• [Exercise goal] Scan the material for the word "function" and copy each line where it occurs.

• [Provided entries]
== Segment start ==
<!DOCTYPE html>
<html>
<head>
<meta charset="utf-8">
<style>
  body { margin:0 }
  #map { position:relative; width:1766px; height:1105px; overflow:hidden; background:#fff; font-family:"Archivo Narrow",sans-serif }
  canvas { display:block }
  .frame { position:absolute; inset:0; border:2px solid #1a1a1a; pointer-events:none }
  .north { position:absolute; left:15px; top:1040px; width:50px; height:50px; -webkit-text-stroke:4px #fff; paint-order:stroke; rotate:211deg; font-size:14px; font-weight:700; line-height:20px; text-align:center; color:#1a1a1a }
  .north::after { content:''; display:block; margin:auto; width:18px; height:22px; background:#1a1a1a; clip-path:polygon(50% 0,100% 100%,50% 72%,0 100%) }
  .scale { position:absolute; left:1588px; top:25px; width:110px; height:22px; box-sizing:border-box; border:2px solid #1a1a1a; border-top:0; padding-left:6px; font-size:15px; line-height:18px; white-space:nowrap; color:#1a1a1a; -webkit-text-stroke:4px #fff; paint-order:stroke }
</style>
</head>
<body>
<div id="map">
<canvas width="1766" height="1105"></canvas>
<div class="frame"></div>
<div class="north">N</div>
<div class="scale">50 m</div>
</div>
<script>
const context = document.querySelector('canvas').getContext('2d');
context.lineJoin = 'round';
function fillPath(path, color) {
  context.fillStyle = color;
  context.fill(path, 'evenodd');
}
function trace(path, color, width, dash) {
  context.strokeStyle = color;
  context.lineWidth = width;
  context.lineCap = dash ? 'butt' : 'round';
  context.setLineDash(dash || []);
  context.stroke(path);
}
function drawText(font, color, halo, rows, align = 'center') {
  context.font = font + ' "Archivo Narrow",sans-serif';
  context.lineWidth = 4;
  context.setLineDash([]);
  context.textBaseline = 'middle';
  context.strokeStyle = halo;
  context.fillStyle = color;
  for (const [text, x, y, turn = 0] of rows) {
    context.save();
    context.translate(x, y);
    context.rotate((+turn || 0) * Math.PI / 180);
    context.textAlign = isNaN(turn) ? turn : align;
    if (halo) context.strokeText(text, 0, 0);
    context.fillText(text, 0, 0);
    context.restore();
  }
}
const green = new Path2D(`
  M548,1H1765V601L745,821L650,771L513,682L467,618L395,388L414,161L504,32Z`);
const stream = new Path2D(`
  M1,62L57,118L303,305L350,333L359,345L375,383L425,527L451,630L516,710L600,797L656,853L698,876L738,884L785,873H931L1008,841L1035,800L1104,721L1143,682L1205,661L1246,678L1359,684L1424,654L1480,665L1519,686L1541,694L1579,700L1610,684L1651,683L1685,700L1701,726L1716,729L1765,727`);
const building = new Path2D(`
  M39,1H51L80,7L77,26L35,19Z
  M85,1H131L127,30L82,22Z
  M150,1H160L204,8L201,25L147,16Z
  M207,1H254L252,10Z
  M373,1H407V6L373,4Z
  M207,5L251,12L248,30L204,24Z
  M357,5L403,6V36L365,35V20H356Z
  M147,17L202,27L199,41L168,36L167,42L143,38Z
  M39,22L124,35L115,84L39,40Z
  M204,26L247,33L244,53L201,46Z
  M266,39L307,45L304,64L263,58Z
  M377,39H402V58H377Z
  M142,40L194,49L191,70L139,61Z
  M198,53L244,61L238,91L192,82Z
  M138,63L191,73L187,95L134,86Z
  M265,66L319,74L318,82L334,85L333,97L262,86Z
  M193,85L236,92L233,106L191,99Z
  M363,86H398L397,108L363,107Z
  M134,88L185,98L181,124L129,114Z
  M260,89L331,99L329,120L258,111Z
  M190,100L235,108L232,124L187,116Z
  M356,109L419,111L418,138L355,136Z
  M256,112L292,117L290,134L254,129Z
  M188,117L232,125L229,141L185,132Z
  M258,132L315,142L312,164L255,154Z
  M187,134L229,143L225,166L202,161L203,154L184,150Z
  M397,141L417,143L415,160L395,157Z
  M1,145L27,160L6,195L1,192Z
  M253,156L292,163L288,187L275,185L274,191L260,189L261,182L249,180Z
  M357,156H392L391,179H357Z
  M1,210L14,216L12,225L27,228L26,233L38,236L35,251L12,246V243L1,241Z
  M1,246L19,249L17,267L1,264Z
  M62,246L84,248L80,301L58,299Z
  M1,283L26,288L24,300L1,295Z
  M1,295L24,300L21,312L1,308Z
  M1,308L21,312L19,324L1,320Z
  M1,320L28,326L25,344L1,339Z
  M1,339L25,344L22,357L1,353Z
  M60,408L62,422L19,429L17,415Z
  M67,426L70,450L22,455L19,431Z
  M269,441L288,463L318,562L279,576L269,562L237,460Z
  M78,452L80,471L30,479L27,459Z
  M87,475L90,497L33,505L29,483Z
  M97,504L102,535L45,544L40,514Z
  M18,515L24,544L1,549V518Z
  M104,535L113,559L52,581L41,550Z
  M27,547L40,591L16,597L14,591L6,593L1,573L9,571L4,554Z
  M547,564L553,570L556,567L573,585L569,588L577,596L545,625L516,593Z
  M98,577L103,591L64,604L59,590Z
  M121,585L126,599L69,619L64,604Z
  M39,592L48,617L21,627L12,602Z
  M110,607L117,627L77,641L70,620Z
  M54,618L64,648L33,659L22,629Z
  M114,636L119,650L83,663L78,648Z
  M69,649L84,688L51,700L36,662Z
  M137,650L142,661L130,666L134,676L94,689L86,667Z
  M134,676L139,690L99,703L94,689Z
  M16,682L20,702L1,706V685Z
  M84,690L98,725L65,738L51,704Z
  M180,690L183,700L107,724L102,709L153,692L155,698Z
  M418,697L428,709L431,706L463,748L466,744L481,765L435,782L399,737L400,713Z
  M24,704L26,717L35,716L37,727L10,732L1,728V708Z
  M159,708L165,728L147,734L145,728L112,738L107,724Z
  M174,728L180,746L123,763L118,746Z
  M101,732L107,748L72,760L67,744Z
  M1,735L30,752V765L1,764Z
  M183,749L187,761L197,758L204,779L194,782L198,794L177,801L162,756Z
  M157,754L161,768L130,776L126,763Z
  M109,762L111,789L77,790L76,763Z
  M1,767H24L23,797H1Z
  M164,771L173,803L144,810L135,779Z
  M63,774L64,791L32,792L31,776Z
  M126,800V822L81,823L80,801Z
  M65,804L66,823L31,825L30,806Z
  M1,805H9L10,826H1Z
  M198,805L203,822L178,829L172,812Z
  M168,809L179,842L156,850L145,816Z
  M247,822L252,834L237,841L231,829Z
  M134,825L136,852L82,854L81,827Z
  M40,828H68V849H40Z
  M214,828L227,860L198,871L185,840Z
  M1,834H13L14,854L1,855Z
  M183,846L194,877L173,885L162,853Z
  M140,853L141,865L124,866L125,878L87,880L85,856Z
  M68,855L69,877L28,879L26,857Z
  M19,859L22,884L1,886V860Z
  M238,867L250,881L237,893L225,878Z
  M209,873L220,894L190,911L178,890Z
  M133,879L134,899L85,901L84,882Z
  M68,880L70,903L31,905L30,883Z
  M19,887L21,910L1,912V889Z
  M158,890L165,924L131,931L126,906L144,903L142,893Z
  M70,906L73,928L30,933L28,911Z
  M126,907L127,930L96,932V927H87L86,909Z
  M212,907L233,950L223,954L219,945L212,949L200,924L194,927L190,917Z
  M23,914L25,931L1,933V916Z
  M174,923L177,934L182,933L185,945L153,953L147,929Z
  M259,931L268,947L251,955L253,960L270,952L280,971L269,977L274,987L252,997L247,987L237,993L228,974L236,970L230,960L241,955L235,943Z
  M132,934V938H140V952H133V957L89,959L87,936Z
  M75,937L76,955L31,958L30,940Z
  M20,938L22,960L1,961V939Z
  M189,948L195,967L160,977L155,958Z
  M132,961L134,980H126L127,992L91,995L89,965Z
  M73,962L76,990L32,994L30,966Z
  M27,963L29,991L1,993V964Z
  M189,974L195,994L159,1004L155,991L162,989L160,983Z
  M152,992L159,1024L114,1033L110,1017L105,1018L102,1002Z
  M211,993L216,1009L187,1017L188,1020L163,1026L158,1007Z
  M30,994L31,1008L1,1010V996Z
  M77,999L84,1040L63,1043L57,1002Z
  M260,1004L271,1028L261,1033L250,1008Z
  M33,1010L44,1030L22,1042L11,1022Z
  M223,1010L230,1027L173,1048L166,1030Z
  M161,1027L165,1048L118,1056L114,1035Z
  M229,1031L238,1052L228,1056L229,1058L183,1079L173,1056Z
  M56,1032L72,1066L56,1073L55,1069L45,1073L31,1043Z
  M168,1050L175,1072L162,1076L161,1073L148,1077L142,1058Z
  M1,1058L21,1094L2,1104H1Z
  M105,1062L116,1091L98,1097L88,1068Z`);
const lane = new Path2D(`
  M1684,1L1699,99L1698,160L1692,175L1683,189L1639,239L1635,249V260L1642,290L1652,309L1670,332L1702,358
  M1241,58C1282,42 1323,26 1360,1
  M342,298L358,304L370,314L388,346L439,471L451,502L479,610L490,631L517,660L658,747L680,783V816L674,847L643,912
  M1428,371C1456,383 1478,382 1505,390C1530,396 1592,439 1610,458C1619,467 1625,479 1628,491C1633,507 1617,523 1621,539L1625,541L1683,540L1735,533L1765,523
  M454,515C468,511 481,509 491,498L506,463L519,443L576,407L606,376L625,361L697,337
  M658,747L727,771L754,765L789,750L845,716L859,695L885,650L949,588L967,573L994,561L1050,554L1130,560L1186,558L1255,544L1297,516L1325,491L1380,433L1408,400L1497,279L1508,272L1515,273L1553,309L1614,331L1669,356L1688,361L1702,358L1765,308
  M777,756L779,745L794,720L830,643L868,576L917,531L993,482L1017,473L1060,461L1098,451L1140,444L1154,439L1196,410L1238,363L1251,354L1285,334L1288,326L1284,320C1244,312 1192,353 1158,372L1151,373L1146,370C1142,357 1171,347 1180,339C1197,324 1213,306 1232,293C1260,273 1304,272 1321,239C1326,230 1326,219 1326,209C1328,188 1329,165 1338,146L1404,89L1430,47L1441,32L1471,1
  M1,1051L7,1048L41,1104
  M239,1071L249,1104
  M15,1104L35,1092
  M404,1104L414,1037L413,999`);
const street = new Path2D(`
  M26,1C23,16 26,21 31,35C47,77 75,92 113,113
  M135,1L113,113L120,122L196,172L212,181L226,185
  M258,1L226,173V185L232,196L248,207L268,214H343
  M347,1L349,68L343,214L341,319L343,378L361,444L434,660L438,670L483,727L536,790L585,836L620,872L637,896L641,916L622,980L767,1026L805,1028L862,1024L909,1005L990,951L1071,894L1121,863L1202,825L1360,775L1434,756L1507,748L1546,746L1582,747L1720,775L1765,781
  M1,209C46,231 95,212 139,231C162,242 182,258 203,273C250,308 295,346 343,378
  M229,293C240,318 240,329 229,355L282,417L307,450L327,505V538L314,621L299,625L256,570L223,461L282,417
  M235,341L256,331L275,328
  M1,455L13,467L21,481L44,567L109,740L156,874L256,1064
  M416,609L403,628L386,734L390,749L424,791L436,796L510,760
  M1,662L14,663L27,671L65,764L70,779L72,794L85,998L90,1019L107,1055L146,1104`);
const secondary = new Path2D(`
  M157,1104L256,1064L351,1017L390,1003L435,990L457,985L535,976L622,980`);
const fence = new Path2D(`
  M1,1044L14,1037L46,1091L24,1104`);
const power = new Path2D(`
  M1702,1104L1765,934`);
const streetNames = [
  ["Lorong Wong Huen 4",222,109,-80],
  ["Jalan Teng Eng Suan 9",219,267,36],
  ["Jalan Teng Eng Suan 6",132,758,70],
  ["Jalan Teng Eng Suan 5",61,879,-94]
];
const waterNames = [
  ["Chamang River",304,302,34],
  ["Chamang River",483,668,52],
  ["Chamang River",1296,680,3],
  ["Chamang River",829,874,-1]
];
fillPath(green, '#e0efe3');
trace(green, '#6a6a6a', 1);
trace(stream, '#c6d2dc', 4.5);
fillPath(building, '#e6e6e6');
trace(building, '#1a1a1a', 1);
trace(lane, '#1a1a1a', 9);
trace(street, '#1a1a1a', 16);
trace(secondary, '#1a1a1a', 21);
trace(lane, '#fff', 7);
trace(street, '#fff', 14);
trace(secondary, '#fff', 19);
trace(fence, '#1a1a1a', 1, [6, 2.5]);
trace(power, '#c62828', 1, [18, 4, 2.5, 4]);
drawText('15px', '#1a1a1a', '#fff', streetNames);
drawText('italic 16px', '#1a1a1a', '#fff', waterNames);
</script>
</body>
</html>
== Segment end ==
• [Answer to this exercise]
function fillPath(path, color) {
function trace(path, color, width, dash) {
function drawText(font, color, halo, rows, align = 'center') {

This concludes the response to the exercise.